**PROBLEM STATEMENT:** Show each line of the data below in which "Zille" occurs.
•••••
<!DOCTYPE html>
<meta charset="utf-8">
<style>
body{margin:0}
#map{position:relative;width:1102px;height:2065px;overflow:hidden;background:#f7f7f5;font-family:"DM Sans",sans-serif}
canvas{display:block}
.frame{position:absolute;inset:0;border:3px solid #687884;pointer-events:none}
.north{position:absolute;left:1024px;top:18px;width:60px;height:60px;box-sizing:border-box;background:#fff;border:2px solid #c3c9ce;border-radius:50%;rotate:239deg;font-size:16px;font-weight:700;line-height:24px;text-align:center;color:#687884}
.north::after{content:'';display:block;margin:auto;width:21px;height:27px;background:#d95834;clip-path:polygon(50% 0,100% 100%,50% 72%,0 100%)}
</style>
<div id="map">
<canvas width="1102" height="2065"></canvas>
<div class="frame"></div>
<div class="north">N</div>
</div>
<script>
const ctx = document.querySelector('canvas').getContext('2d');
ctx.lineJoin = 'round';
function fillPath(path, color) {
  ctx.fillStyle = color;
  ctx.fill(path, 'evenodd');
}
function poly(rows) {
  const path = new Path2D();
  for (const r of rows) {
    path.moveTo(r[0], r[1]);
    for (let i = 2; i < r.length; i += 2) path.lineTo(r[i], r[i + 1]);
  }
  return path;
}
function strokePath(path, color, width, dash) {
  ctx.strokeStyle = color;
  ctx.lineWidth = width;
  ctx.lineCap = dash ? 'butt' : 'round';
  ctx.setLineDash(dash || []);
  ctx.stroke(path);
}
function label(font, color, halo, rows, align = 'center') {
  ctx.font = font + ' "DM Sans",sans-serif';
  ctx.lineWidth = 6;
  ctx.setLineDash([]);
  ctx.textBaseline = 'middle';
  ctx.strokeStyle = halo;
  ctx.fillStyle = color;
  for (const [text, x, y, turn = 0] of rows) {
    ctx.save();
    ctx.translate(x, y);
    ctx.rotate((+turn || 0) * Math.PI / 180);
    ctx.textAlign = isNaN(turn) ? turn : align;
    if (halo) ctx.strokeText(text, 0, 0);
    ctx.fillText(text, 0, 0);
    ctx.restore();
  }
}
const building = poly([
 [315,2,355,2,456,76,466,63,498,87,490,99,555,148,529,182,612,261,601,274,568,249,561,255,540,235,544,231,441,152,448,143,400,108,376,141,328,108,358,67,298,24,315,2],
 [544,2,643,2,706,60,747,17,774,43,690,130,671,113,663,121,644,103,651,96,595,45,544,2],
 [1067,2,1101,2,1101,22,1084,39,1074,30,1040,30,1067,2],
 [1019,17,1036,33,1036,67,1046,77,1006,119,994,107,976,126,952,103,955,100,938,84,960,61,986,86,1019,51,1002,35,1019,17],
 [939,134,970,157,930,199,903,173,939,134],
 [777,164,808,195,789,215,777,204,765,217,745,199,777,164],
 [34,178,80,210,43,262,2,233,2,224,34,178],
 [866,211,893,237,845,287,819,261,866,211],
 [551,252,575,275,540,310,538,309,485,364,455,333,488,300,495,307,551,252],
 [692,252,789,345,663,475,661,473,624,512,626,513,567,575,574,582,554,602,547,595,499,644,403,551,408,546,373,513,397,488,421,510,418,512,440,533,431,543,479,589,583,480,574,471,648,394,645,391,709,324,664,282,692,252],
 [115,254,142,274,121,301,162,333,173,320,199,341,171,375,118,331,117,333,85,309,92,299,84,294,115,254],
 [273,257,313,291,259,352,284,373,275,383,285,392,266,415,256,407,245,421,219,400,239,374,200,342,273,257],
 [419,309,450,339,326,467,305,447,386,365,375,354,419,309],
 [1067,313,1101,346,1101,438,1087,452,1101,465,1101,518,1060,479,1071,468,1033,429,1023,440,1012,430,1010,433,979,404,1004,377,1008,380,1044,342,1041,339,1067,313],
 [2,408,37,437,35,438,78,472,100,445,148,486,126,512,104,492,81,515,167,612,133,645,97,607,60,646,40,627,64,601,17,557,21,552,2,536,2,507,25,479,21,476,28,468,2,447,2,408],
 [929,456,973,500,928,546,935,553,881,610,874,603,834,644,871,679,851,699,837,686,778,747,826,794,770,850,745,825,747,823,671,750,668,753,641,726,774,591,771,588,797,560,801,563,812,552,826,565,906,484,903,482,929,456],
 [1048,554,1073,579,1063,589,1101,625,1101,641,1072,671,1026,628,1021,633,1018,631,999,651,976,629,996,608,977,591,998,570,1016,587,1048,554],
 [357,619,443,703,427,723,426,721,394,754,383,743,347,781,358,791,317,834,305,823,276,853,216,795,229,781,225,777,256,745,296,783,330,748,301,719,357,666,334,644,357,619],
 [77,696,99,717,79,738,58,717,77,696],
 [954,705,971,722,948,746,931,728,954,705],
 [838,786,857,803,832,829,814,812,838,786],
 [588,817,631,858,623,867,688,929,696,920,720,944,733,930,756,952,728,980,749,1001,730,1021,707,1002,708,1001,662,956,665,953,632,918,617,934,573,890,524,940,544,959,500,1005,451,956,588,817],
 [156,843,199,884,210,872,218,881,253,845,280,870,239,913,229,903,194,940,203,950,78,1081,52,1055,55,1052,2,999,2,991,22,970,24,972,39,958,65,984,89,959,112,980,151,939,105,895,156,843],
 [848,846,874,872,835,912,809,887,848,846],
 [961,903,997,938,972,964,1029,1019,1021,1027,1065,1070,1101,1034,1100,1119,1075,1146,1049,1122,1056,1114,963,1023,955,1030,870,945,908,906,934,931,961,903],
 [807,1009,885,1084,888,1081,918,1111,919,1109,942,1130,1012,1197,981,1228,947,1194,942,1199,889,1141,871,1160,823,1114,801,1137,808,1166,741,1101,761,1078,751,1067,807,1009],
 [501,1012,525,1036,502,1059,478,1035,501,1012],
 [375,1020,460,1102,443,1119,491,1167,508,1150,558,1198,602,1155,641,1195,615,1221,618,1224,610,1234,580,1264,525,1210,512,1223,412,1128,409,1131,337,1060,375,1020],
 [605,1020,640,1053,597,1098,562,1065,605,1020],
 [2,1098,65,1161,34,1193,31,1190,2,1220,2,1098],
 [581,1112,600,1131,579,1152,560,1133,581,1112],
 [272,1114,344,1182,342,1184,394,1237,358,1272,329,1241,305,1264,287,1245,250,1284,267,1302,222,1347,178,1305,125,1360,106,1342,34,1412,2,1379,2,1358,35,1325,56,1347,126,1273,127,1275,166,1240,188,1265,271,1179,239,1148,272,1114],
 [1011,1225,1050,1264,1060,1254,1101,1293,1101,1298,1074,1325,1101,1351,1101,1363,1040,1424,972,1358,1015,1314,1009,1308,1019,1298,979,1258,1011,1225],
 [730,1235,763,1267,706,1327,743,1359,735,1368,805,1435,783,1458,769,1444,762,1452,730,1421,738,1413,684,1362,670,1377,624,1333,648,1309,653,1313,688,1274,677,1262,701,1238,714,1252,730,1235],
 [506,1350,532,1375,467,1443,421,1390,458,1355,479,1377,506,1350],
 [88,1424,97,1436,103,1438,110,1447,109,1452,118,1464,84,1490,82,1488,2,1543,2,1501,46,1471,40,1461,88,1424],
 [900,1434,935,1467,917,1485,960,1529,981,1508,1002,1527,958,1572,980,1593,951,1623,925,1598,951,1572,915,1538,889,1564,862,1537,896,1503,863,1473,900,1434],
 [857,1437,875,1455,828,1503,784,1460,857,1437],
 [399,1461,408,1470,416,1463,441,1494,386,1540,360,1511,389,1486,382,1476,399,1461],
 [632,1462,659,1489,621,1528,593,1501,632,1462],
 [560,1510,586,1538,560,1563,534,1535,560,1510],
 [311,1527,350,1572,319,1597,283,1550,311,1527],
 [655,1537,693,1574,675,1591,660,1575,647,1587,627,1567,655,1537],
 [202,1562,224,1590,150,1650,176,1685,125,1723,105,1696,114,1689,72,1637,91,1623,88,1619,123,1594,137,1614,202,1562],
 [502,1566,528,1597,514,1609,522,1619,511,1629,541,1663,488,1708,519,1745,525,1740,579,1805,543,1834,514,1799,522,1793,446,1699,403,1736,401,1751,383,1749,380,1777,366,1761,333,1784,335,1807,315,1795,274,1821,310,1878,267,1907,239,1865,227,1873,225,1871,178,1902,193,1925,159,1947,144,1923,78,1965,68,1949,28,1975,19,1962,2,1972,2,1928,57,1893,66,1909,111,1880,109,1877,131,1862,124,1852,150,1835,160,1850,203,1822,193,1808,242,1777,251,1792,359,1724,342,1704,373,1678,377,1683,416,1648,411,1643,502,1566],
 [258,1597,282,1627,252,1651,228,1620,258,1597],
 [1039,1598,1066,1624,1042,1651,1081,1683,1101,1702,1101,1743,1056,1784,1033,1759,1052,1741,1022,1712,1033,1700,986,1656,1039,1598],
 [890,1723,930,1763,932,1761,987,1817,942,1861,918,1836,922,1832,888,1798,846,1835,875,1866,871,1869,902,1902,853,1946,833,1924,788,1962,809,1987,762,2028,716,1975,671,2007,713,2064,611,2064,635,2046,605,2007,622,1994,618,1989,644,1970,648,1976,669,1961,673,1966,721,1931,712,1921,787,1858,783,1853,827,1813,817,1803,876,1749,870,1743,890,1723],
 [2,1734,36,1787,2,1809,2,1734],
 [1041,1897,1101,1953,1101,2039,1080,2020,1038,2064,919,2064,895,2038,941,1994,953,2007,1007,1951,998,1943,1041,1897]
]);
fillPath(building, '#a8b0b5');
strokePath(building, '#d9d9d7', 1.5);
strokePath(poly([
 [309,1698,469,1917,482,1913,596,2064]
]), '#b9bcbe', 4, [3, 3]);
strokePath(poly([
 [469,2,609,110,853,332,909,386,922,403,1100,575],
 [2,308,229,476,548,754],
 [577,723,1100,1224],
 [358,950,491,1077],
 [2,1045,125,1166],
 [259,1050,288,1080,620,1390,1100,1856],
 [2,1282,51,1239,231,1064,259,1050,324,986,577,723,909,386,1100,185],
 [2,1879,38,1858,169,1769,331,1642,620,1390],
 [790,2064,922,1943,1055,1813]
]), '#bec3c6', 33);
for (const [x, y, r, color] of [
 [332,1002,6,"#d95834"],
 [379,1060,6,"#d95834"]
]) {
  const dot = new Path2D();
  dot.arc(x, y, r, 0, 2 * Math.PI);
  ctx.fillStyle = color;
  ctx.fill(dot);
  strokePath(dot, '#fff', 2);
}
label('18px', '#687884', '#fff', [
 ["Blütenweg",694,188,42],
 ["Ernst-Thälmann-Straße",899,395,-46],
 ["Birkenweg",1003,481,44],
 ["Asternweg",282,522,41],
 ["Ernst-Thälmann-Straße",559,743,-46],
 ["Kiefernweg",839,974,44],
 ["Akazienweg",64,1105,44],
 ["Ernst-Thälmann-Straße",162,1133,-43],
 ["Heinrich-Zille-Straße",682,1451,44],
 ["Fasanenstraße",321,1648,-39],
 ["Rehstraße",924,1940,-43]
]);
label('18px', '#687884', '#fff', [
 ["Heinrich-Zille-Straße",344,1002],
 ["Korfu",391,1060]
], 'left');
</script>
•••••
**RESULT:**
 ["Heinrich-Zille-Straße",682,1451,44],
 ["Heinrich-Zille-Straße",344,1002],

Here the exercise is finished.